In the standard diffusion model, evidence accumulates from a starting point toward one of two boundaries. The key parameters are:

  • Drift rate (\(v\)): The average rate of evidence accumulation, reflecting task difficulty or ability
  • Boundary separation (\(a\)): The distance between the two decision boundaries, reflecting the speed-accuracy tradeoff
  • Non-decision time (\(T_{er}\)): Time for processes outside the decision (encoding, motor response)
  • Starting point (\(z\)): A response bias indicating where evidence accumulation begins relative to the boundaries
Illustration of the diffusion model. Evidence accumulates from the starting point until reaching the upper (correct) or lower (error) boundary.

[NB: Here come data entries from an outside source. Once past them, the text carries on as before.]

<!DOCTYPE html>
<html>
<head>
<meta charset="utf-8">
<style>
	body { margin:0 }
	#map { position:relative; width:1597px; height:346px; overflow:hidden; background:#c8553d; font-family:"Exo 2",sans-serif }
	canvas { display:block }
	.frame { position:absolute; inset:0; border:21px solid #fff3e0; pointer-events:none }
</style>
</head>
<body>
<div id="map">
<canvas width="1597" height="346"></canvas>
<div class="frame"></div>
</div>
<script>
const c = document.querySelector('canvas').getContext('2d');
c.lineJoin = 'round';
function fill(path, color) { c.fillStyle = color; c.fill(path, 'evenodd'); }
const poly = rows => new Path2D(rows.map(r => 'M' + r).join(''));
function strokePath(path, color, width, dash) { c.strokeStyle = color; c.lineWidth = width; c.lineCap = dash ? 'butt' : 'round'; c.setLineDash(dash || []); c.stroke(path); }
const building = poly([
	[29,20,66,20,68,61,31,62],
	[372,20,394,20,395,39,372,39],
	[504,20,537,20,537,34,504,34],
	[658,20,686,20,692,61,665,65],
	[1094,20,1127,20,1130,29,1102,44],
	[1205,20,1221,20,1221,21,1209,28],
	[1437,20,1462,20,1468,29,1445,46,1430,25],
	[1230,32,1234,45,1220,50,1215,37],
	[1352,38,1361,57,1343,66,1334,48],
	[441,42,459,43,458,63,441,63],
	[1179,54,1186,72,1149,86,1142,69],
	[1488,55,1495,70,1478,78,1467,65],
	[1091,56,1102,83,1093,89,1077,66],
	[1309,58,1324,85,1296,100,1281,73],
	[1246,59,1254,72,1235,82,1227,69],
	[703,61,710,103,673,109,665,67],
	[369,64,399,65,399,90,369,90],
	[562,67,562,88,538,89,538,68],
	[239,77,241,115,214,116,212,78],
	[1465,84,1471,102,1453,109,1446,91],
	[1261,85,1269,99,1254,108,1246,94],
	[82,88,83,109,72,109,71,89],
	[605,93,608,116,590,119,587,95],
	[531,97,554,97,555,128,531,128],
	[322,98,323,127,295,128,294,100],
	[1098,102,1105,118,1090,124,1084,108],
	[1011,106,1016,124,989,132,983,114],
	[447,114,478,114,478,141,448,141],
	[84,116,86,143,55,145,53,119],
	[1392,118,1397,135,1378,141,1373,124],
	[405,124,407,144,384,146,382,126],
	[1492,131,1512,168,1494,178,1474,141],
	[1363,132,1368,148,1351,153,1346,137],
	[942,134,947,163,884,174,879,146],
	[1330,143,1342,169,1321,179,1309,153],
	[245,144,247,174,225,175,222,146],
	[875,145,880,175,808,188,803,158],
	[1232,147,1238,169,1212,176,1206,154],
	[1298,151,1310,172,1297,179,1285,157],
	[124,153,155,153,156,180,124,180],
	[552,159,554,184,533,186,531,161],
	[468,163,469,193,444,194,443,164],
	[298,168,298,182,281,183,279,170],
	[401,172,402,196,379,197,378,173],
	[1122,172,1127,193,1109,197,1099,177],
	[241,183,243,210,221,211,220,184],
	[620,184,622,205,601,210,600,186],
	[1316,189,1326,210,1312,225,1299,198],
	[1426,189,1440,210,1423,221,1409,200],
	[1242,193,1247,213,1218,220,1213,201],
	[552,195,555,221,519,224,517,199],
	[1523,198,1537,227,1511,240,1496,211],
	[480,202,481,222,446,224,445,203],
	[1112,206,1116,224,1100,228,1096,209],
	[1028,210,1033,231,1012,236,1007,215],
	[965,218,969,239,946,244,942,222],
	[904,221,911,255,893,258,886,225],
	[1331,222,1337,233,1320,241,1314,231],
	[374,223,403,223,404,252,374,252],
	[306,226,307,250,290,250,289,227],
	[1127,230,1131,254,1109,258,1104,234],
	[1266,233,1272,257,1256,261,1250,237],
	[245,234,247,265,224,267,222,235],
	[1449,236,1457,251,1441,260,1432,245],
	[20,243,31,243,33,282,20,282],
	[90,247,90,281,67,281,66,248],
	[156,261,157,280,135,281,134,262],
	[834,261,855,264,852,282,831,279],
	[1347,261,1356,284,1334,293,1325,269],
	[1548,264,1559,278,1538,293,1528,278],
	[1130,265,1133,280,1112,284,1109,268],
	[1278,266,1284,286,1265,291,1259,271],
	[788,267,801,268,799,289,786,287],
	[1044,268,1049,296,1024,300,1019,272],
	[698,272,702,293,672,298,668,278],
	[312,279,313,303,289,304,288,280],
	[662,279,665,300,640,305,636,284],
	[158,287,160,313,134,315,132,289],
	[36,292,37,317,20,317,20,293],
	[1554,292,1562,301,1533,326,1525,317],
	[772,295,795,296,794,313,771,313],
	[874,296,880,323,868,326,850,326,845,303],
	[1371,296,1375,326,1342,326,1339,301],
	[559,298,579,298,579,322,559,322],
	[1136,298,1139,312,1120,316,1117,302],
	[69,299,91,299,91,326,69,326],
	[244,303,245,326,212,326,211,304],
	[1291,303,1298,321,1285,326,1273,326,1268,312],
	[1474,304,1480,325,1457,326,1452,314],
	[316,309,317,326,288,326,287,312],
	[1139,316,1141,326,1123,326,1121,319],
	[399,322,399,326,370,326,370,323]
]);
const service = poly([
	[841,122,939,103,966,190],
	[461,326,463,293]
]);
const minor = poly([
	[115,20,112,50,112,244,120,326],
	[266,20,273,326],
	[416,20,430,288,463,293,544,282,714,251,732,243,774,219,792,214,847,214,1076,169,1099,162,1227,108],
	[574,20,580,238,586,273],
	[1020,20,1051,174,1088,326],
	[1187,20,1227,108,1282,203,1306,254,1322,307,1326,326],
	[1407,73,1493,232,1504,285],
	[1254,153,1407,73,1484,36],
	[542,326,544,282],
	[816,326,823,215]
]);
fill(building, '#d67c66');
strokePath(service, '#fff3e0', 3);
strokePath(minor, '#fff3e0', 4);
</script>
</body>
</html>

Figure 1.1: Illustration of the diffusion model. Evidence accumulates from the starting point until reaching the upper (correct) or lower (error) boundary.

1.2 The EZ Equations

Wagenmakers, Van Der Maas, and Grasman (2007) provided closed-form solutions relating the diffusion model parameters to observable summary statistics. For the 3-parameter version (assuming symmetric starting point, \(z = a/2\)):

Given the proportion correct (\(P_c\)), mean RT of correct responses (\(MRT\)), and variance of correct RTs (\(VRT\)), the parameters can be computed as:

\[ v = \text{sign}(P_c - 0.5) \cdot s \cdot \left[ L(P_c) \cdot \frac{P_c^2 L(P_c) - P_c \cdot L(P_c) + P_c - 0.5}{VRT} \right]^{1/4} \]

\[ a = s^2 \cdot \frac{L(P_c)}{v} \]

\[ T_{er} = MRT - \frac{a}{2v} \cdot \frac{1 - e^{-\frac{va}{s^2}}}{1 + e^{-\frac{va}{s^2}}} \]

where \(L(P_c) = \ln\left(\frac{P_c}{1 - P_c}\right)\) is the logit function and \(s\) is the diffusion constant (typically fixed to 1 for identification).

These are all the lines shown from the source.